Steve Roberts remembers his sister's call a few weeks before her killing when she discovered her estranged husband asleep in her home.
"And she said, 'Are you going to hurt me, because I've got Steve here if you're going to hurt me,'" she told her husband.
"No, I never would hurt you," Roberts recalled Terry Scott saying. "I've never laid a finger on you, and I never will."
At a news conference Thursday morning in Tampa, Florida Attorney General Bill McCollum, along with the Florida Coalition Against Domestic Violence, announced that a program to combat the rising number of fatal domestic violence cases in Florida has expanded to include Pasco and Pinellas counties.
The Intimate Violence Enhanced Services Team, also known as InVest, provides prevention and protection services in Alachua, Duval, Orange, St. Lucie and Seminole counties, according to the Florida Attorney General's Office. Those counties had the highest rates of domestic violence fatalities in the state in 2006.
Now, InVest will add Pasco, Pinellas, Sarasota, Broward, Collier and Suwanee counties. These counties were chosen because they had among the highest instances of domestic-related homicides in recent years, said Tiffany Carr, president and CEO of the Florida Coalition Against Domestic Violence.
In the counties it's already in, the program has been successful. "We've been seeing a decrease in domestic violence homicides," Carr said.
The goal is to wipe out domestic violence homicides, she said, but at the very least the plan is to continue to shrink the numbers.
In 2007, the Florida Department of Law Enforcement received reports of 214 cases of domestic violence-related murder or manslaughter, according to the Florida Attorney General's Office.

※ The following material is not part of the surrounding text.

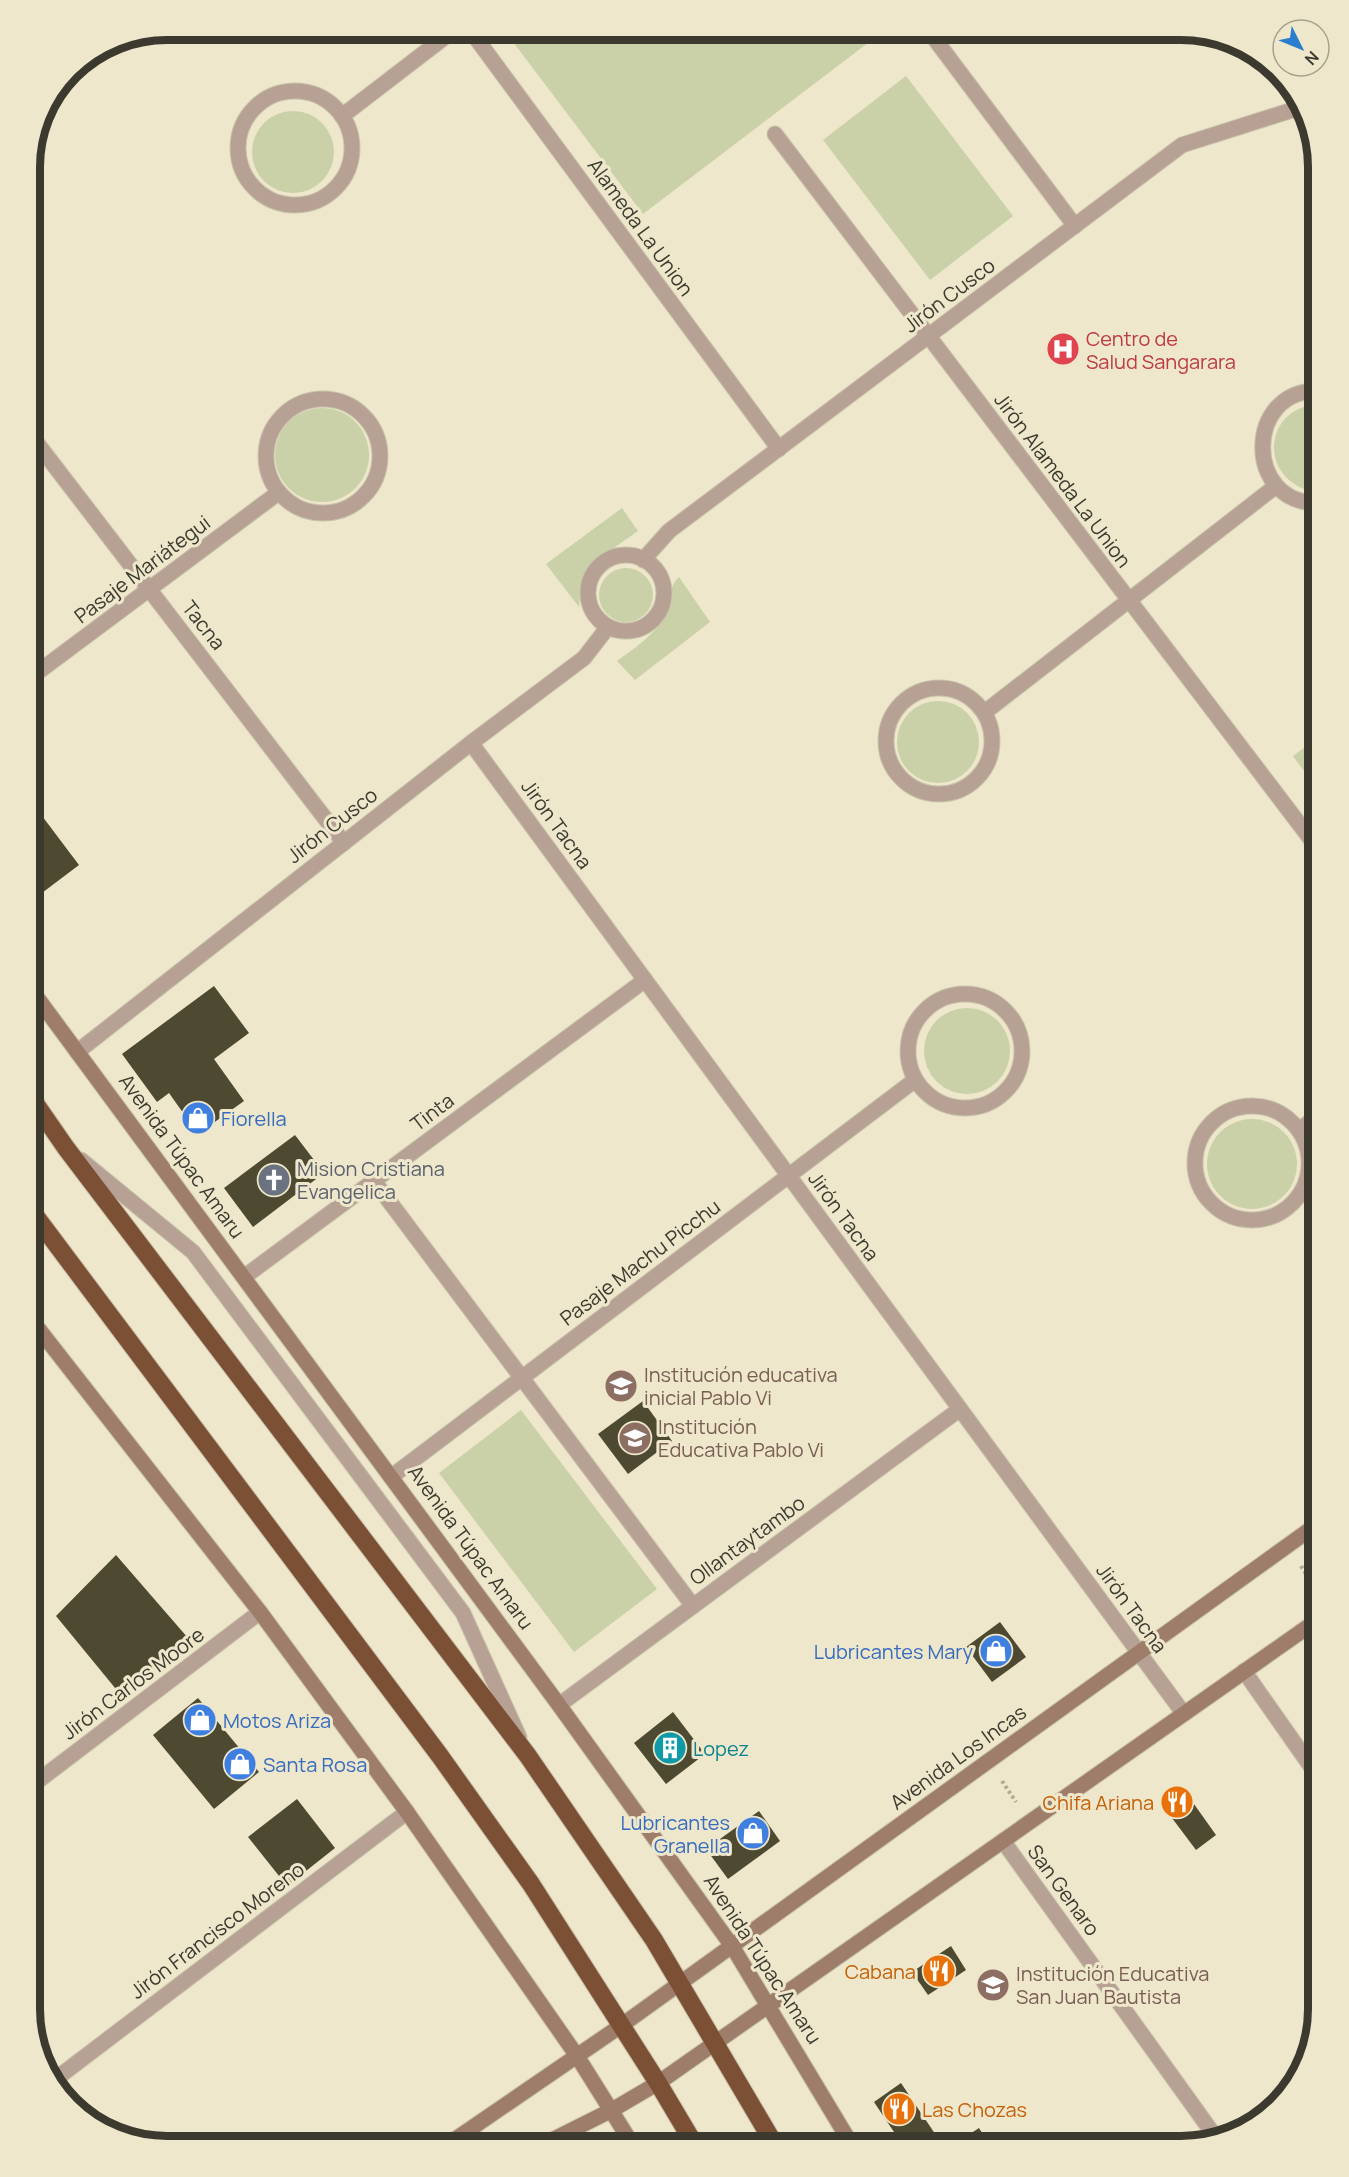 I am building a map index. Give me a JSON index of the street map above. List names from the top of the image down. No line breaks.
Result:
{"streets":{"street":["Alameda La Union","Jirón Cusco","Jirón Alameda La Union","Pasaje Mariátegui","Tacna","Jirón Tacna","Tinta","Avenida Túpac Amaru","Pasaje Machu Picchu","Ollantaytambo","Jirón Carlos Moore","Avenida Los Incas","San Genaro","Jirón Francisco Moreno"]},"crossings":[["Alameda La Union","Jirón Cusco"],["Jirón Cusco","Jirón Alameda La Union"],["Jirón Cusco","Tacna"],["Jirón Cusco","Jirón Tacna"],["Jirón Cusco","Avenida Túpac Amaru"],["Pasaje Mariátegui","Tacna"],["Jirón Tacna","Tinta"],["Jirón Tacna","Pasaje Machu Picchu"],["Jirón Tacna","Ollantaytambo"],["Jirón Tacna","Avenida Los Incas"],["Tinta","Avenida Túpac Amaru"],["Avenida Túpac Amaru","Pasaje Machu Picchu"],["Avenida Túpac Amaru","Ollantaytambo"],["Avenida Túpac Amaru","Avenida Los Incas"]],"places":{"hospital":["Centro de Salud Sangarara"],"shop":["Fiorella","Lubricantes Mary","Motos Ariza","Santa Rosa","Lubricantes Granella"],"church":["Mision Cristiana Evangelica"],"school or university":["Institución educativa inicial Pablo Vi","Institución Educativa Pablo Vi","Institución Educativa San Juan Bautista"],"building":["Lopez"],"restaurant":["Chifa Ariana","Cabana","Las Chozas"]},"north":"bottom right"}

In 2008, Pasco County had six cases of domestic-violence-related homicides and Pinellas County had 18, according to Florida Department of Law Enforcement statistics.
Pasco County Sheriff Bob White said he's excited about the possibilities and looks forward to having another tool to help identify those in need and help them. Too often, he said, their first call to a house is when it's too late.

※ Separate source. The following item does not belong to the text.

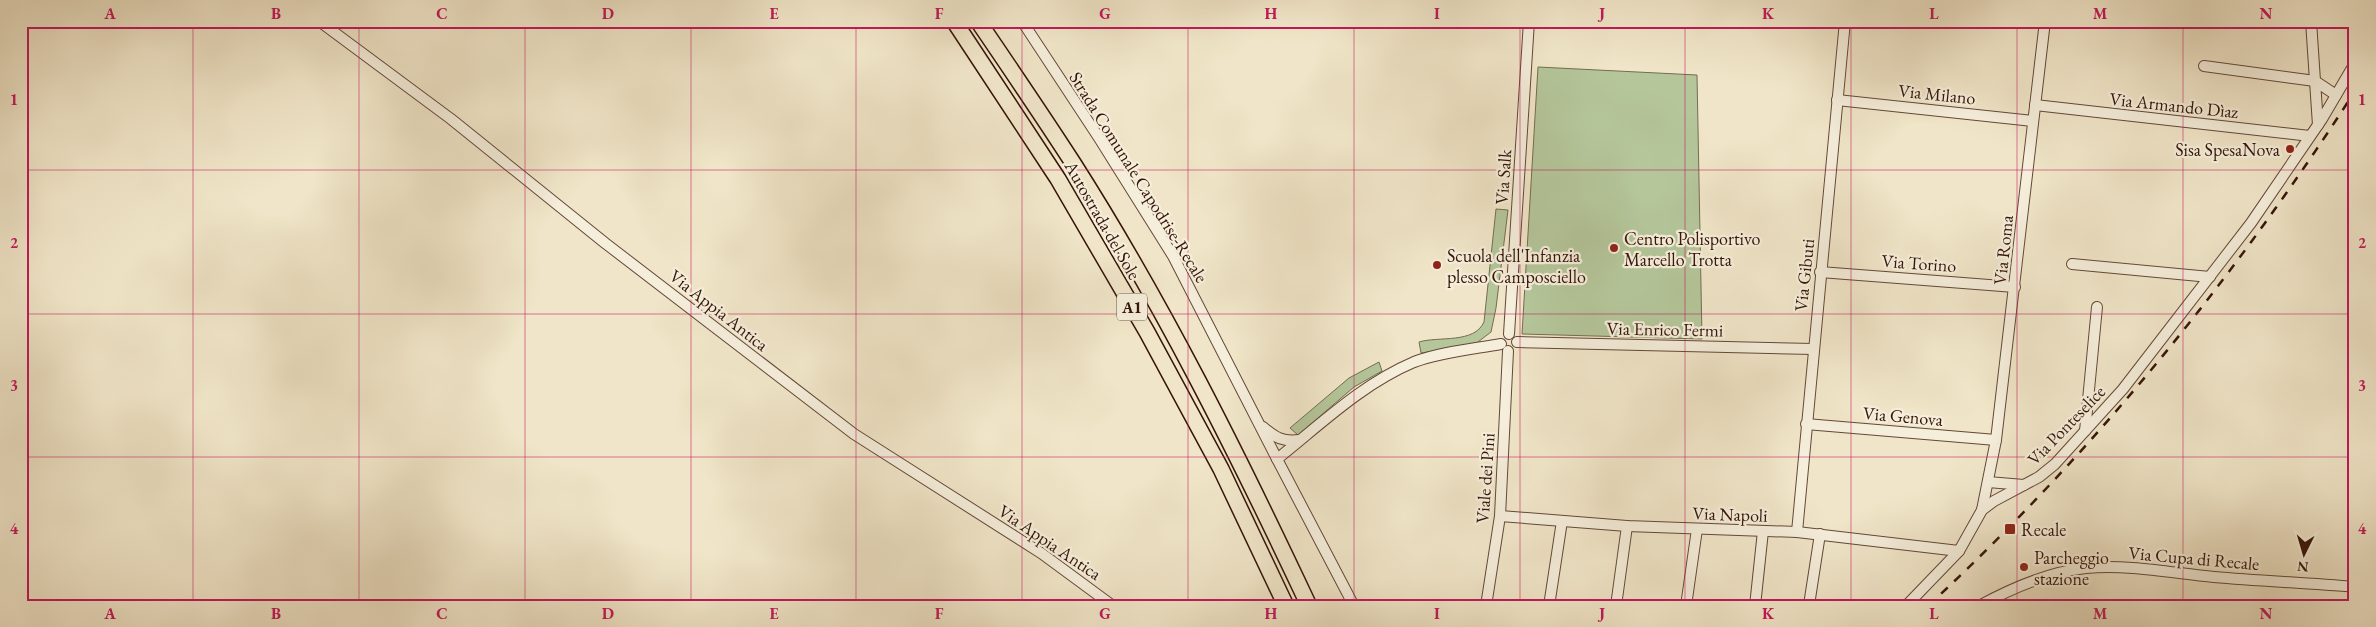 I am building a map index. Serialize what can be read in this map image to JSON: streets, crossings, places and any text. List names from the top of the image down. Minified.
{"streets":{"highway":["Autostrada del Sole","A1"],"street":["Via Milano","Via Armando Dìaz","Strada Comunale Capodrise-Recale","Via Salk","Via Roma","Via Torino","Via Gibuti","Via Appia Antica","Via Enrico Fermi","Via Genova","Via Ponteselice","Viale dei Pini","Via Napoli","Via Cupa di Recale"]},"crossings":[["Via Milano","Via Roma"],["Via Milano","Via Gibuti"],["Via Armando Dìaz","Via Roma"],["Via Armando Dìaz","Via Ponteselice"],["Via Salk","Via Enrico Fermi"],["Via Salk","Viale dei Pini"],["Via Roma","Via Torino"],["Via Roma","Via Genova"],["Via Roma","Via Ponteselice"],["Via Torino","Via Gibuti"],["Via Gibuti","Via Enrico Fermi"],["Via Gibuti","Via Genova"],["Via Gibuti","Via Napoli"],["Via Enrico Fermi","Viale dei Pini"],["Via Ponteselice","Via Napoli"],["Viale dei Pini","Via Napoli"]],"places":{"other":["Sisa SpesaNova","Centro Polisportivo Marcello Trotta","Scuola dell'Infanzia plesso Camposciello","Parcheggio stazione"],"transit":["Recale"]},"north":"bottom","grid":{"columns":["A","B","C","D","E","F","G","H","I","J","K","L","M","N"],"rows":["1","2","3","4"]}} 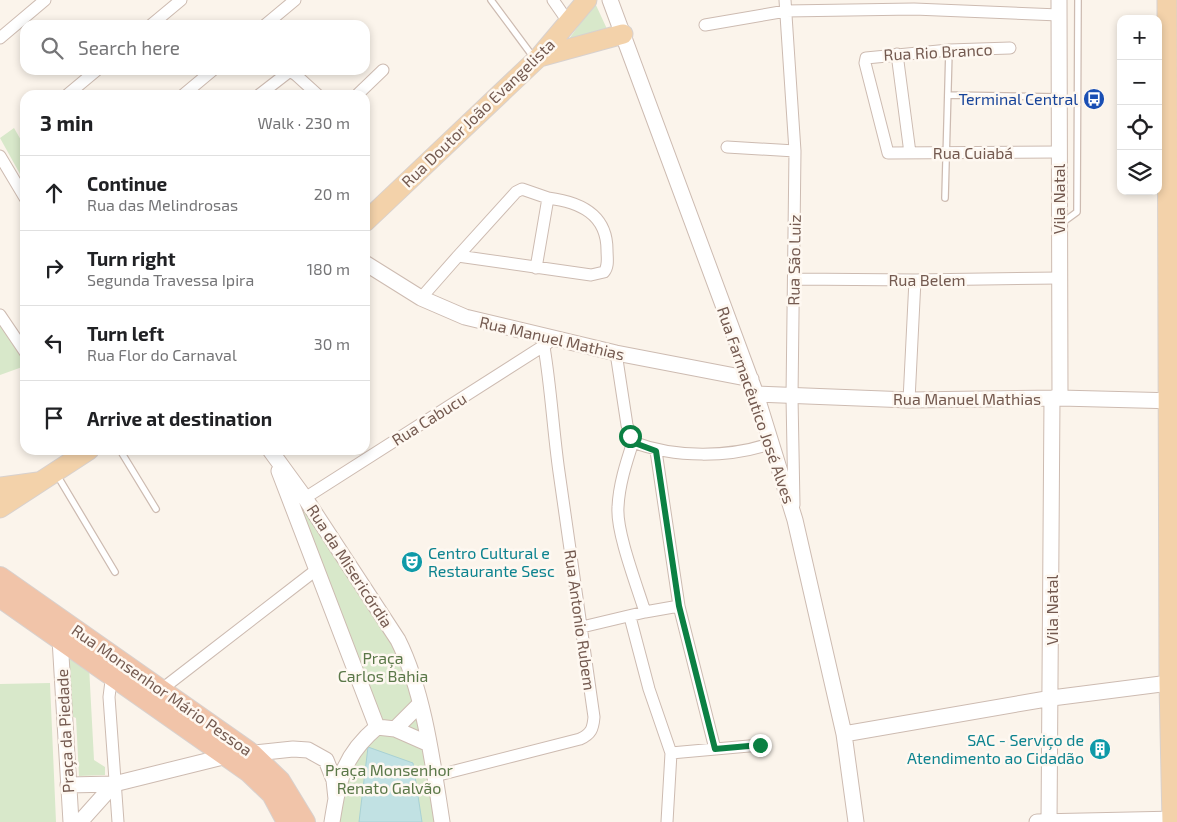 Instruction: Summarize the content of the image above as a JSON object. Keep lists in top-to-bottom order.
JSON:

"Domestic violence ends in a quick shot or another form of homicide, and it's just the conclusion," he said. "There's a lot we can do, and now we have the people to do it."
The InVest teams, which include domestic violence advocates, law enforcement and other community partners, help identify cases with a likelihood of fatality.
The program has helped more than 265 survivors of domestic violence, with more than 1,300 hours of counseling.
Perpetrators in crosshairs
Morrill, of Sunrise, said that under state law, law enforcement agencies have to notify the closest domestic violence shelter of domestic violence arrests. With the new program in Pasco, a victim's advocate and a newly assigned sheriff's detective will cull through the reports and identify victims who might need assistance.
They first will contact them by phone and eventually meet them in person, referring them and any children to safe shelters or other services and telling them about the program. Members of the team also will make personal contact with the abusers, she said.
"It's going to hold the perpetrator accountable," she said. "They're not going to be able to hide from the situation. Law enforcement is going to be in their face."
This is the part that really seems to be changing abusers' tune, Carr said. She thinks the abusers' knowledge that law enforcement is watching them closely and monitoring whether they have gone to batterer prevention classes and have received drug and alcohol abuse help, if needed, is making all the difference.
Morrill said she hopes they see that kind of success here.
"Ultimately, it's going to give that family a chance to repair and have a happy, nonviolent relationship," she said.
She knows the program comes too late for one family she knew personally, the Scotts.
"A lot of people knew about Veronica's situation," she said.
Perhaps if there had been a program like this, she said, or someone had sought help on her behalf anonymously, something could have been different.
Morrill said she wants people to know they can call for help without fear.
"All we need to know is the problem, and we can walk them through the rest," she said.
Domestic abuse victims can call the Domestic Abuse Hotline at 1-800-500-1119.